When a gymnast’s hoop rolled off the mat during one competition in Australia, we heard the loudest cheers and shouts of encouragement from parents and spectators as the gymnast ran to retrieve it, louder than at the prize giving ceremony.

A similar incident in Singapore would have elicited shocked gasps and silent judgement from the spectators.

Why the difference in culture? I surmise it’s the costs of training.

It costs thrice as much to train in Singapore than in Australia.

A fellow parent once jokingly lamented that his twin girls’ training fees with one of Singapore’s top coaches were equivalent to a BMW in monthly instalments.

Perhaps it is the high cost of competiting in the sport that has shaped our sporting culture and piled on pressures for results.

But exactly, what do we want to impart to our children?

It is that it is okay and normal to experience failure, but it is not okay to give up.

Manage your child by focusing him or her on the post-competition situation.  By that, I don’t mean imagining that glorious podium moment or the fun post-championship celebrations.

I mean that feeling we all have when we’ve accomplished something — be it writing a difficult essay, composing a song, cooking a simple dish, or completing a marathon.

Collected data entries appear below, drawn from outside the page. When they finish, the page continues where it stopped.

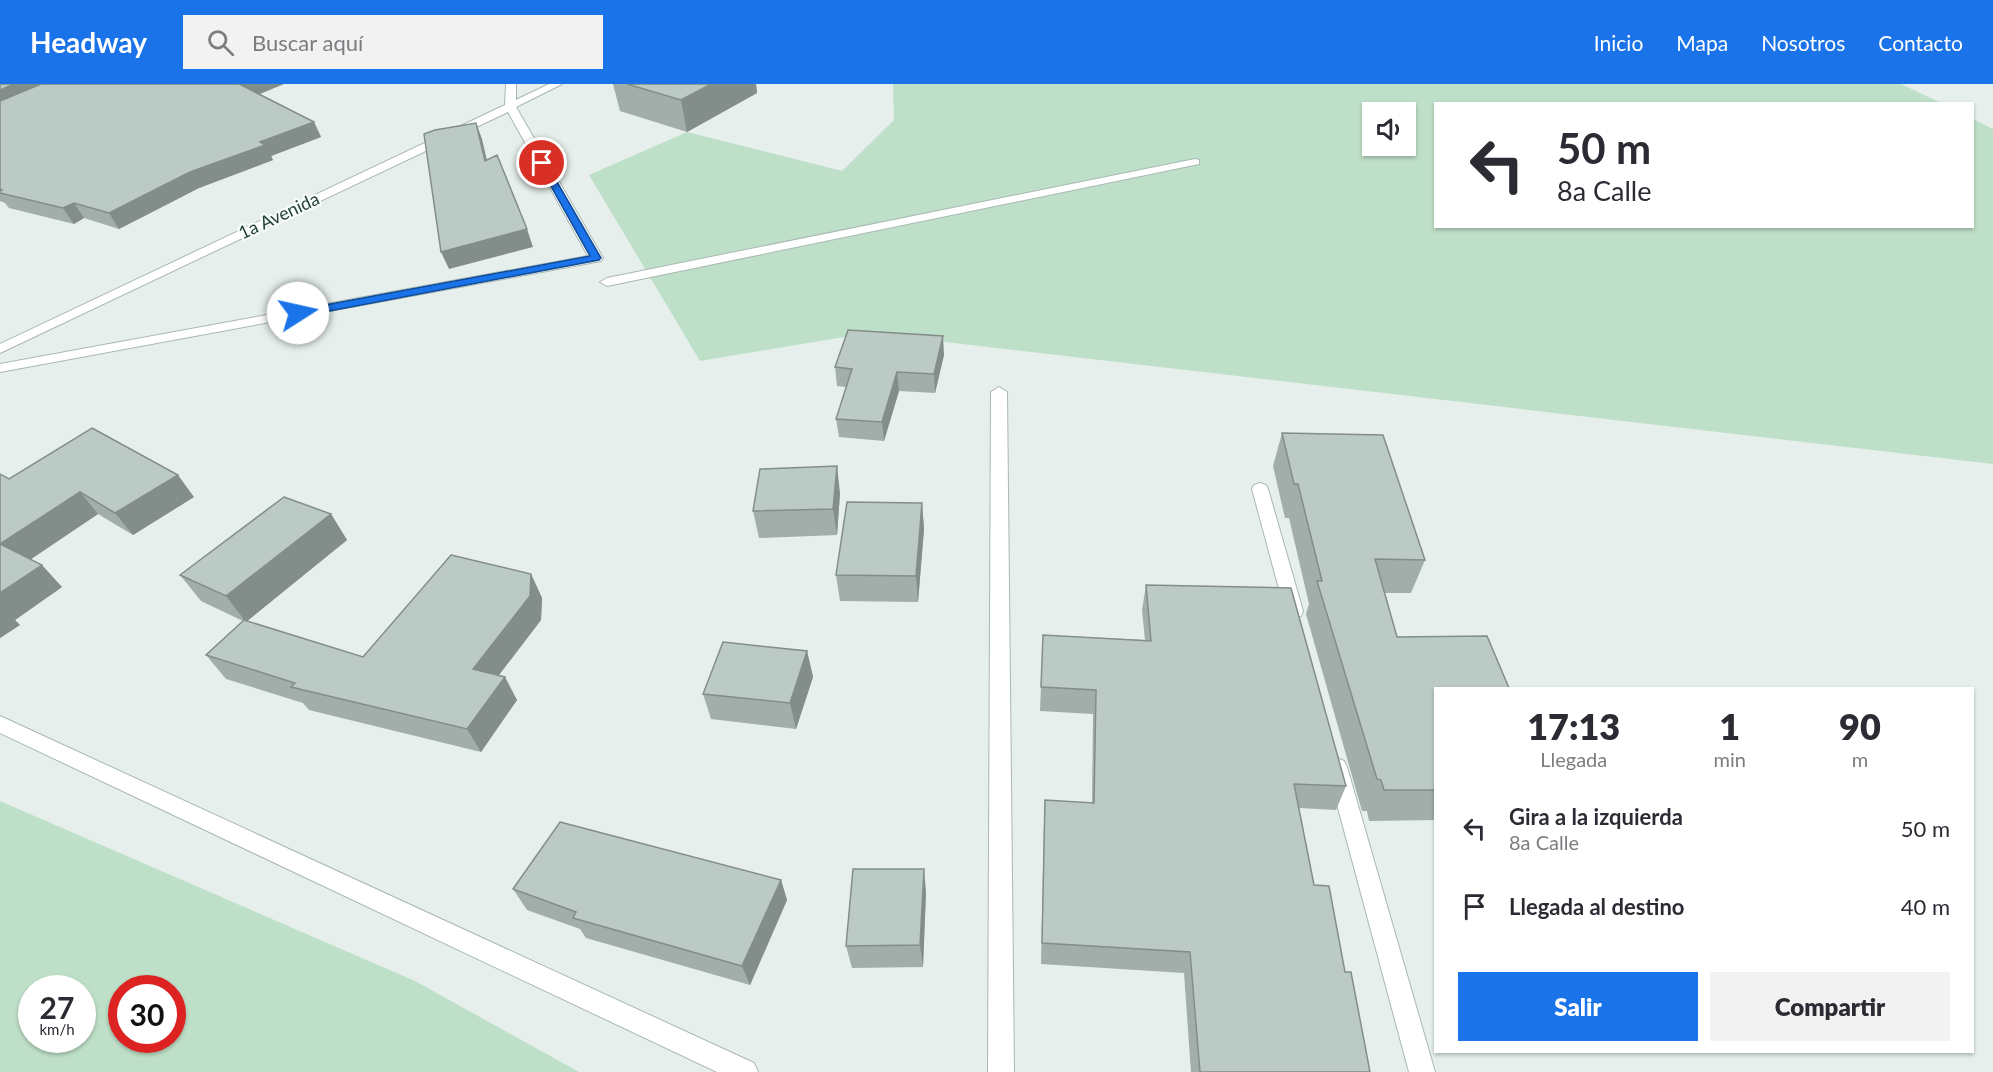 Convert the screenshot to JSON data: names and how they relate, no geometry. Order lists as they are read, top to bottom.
{
  "streets": {
    "street": ["1a Avenida"]
  },
  "page": {
    "header": "Headway",
    "search": "Buscar aquí",
    "nav": [
      "Inicio",
      "Mapa",
      "Nosotros",
      "Contacto"
    ],
    "turn": ["50 m", "8a Calle"],
    "eta": [
      "17:13",
      "Llegada",
      "1",
      "min",
      "90",
      "m"
    ],
    "list": [
      {
        "name": "Gira a la izquierda",
        "note": "8a Calle",
        "value": "50 m"
      },
      {
        "name": "Llegada al destino",
        "value": "40 m"
      }
    ],
    "buttons": ["Salir", "Compartir"],
    "speed": "27 km/h",
    "limit": "30"
  }
} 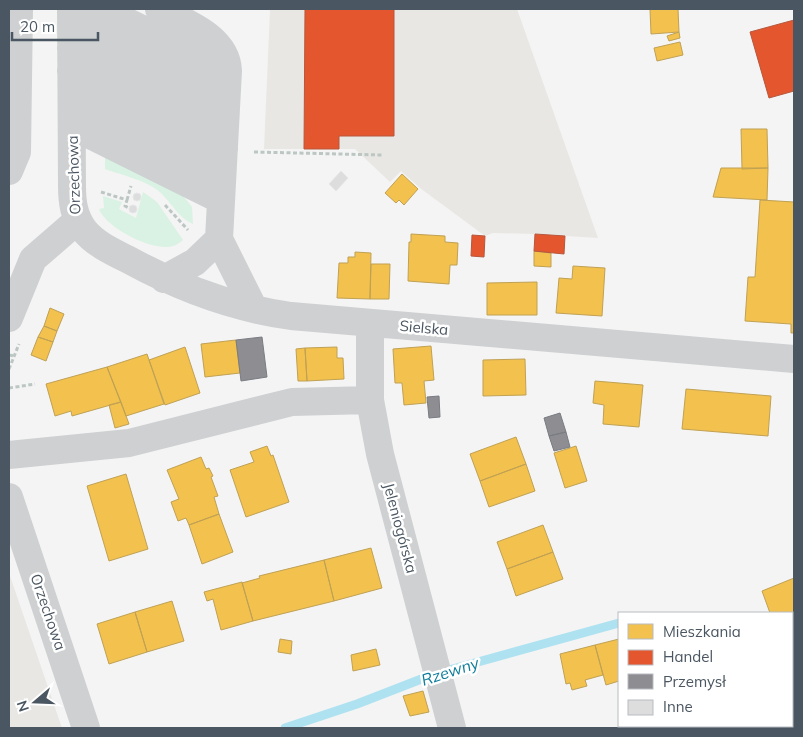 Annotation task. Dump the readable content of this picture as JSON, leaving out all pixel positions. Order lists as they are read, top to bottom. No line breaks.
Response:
{"streets":{"street":["Orzechowa","Sielska","Jeleniogórska"]},"crossings":[["Orzechowa","Sielska"],["Sielska","Jeleniogórska"]],"water":["Rzewny"],"legend":["Mieszkania","Handel","Przemysł","Inne"],"scale_bar":"20 m","north":"left"} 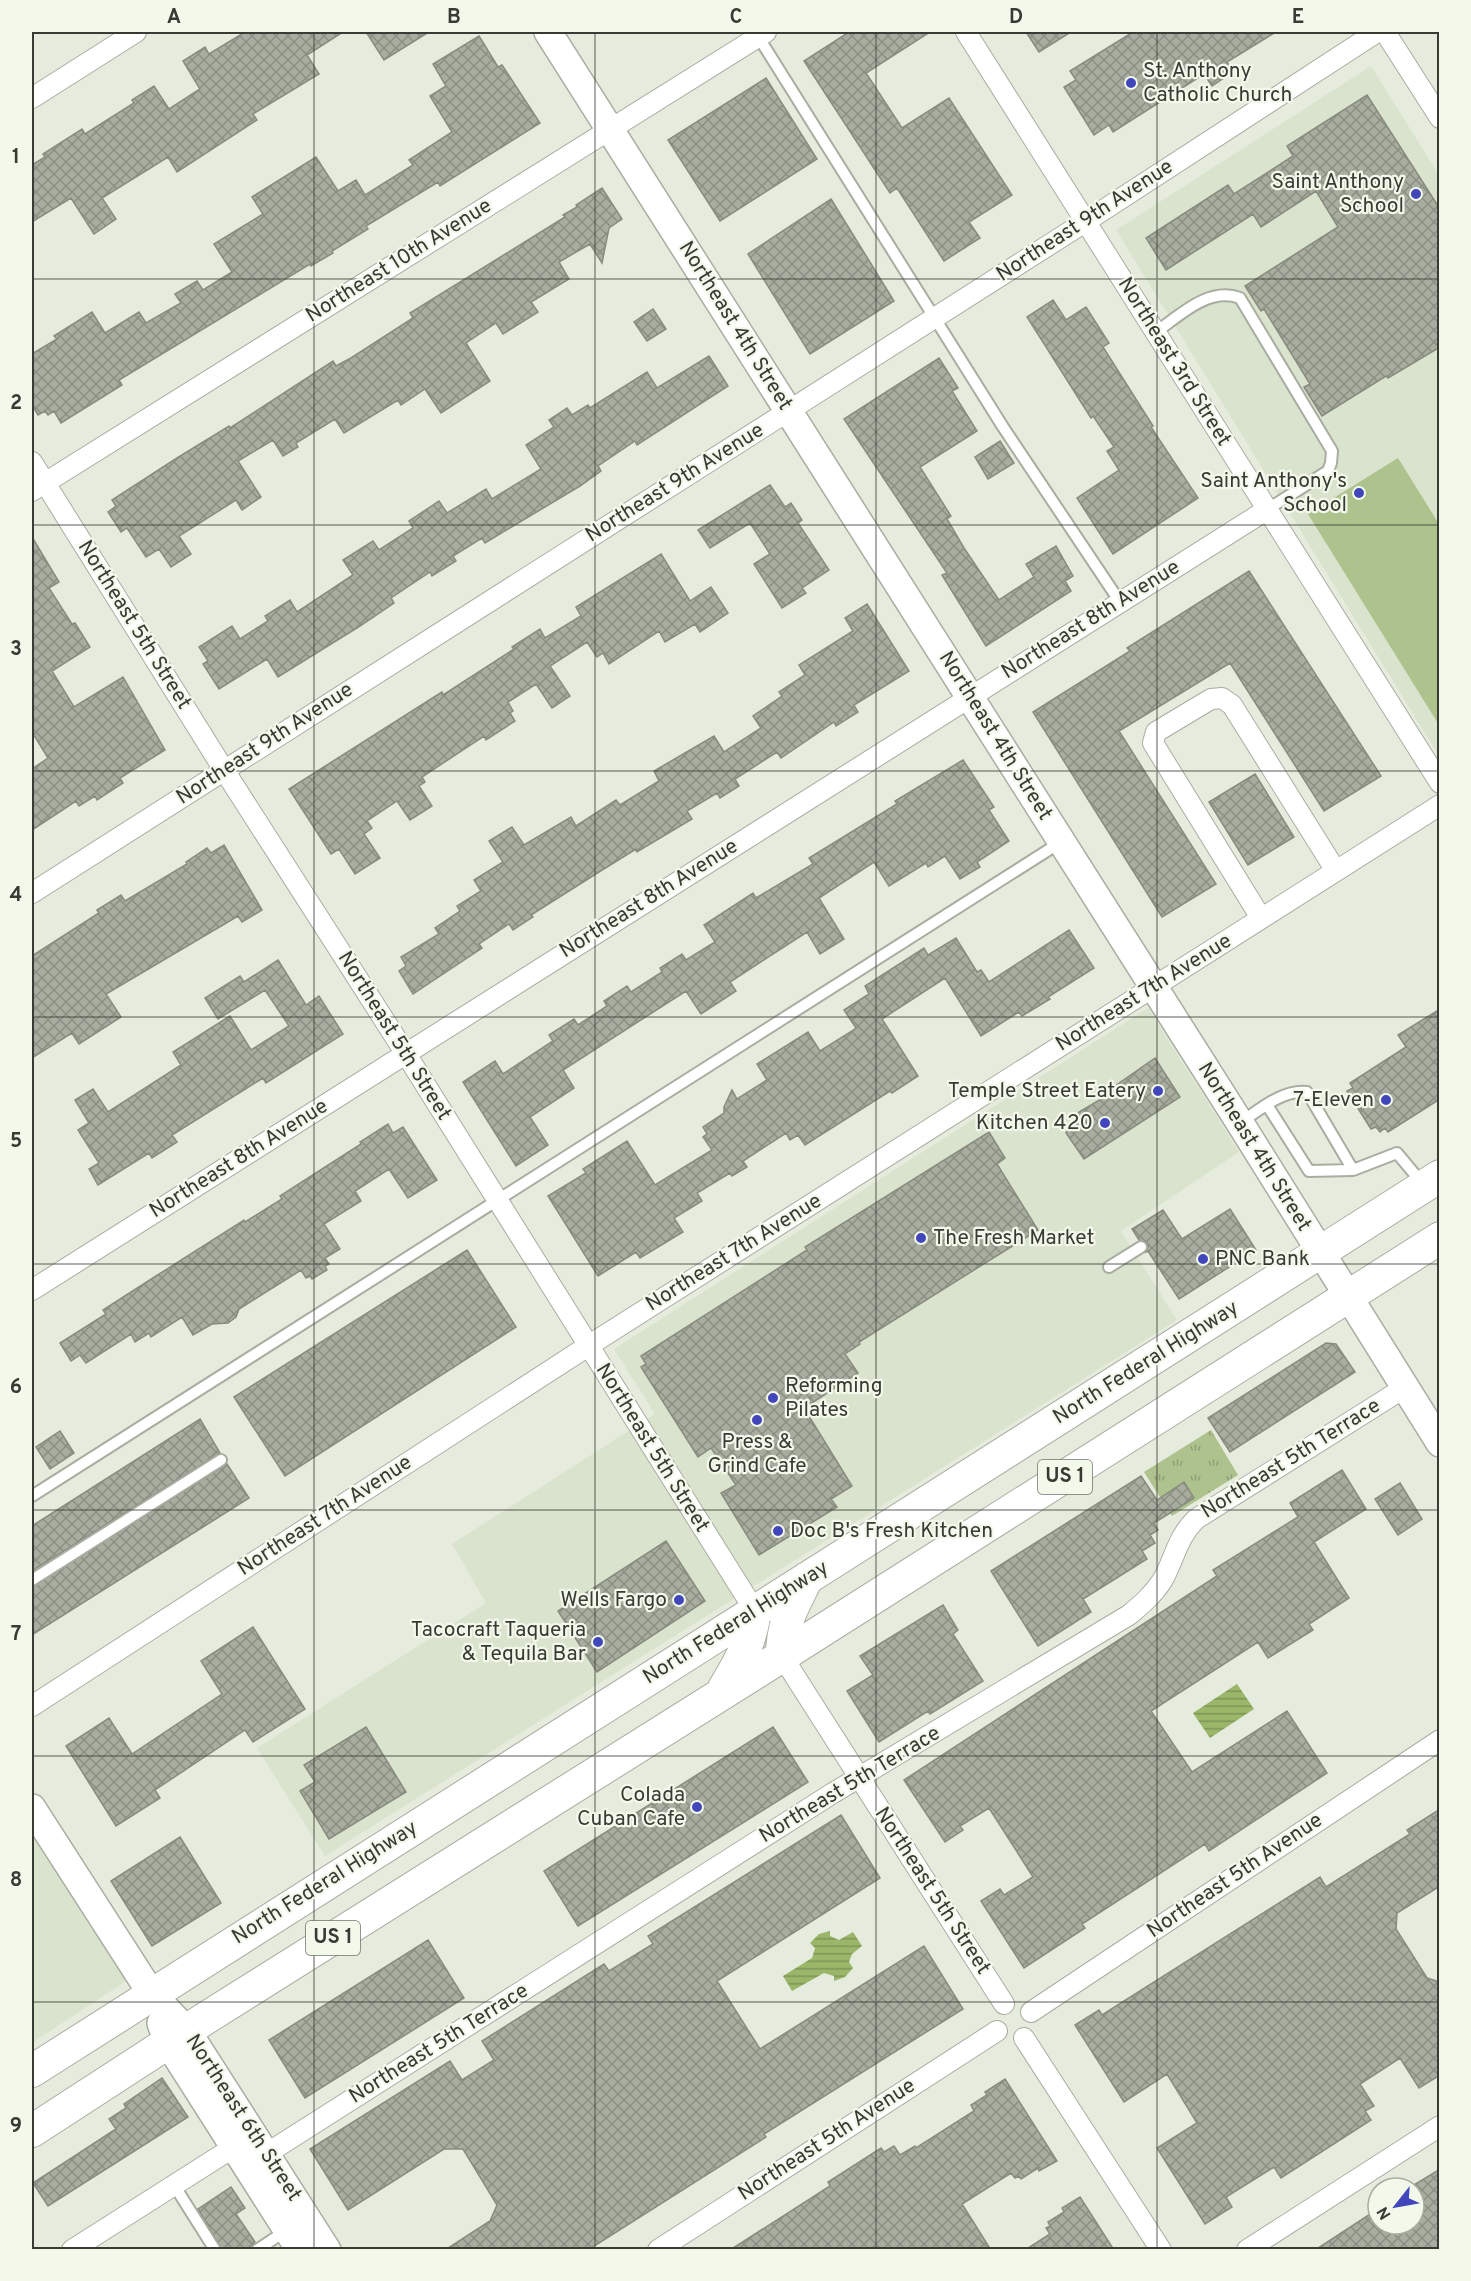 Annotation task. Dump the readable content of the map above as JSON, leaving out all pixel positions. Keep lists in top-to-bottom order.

It is that feeling that we have reached over and beyond our capabilities to complete a task. Part pride, part self-satisfaction, part happiness.

My first question when my daughter returned to the spectator stand after a competition was always: “How do you feel after stepping off the mat?”

As long as her reply was “It’s okay”, I felt that something intangible had been accomplished. Better still if her answer was: “I’m satisfied with myself.”

Never mind if she might have made a complete fool of herself or dropped her apparatus a dozen times. Or scored badly.

If our children have put in their whole-hearted effort in the endeavour, they will feel good even if they have “failed” in the eyes of the world. That feeling is what Singaporeans describe as one that “money cannot buy”.

If you ask me whether there is a sense of failure or tinge of regret in her decision to quit, my answer remains a no.

When competitions were postponed this March and training went online, my daughter simply decided to tell me that this was the end of her rhythmic gymnastics journey.

She was calm and clear and I don’t think she will have regrets as she pursues new interests in and out of sports.

The five years of rhythmic gymnastics training have more than paid off in self-discipline, self-motivation, sporting camaraderie, sense of adventure, the love of trying something new, and the ability to fall and pick herself up.

These are the qualities that will create resilience in our children that will stand them in good stead in the school of hard knocks.

 

ABOUT THE AUTHOR:

Sharon Seah works in academia and is mother to two girls aged 12 and 10.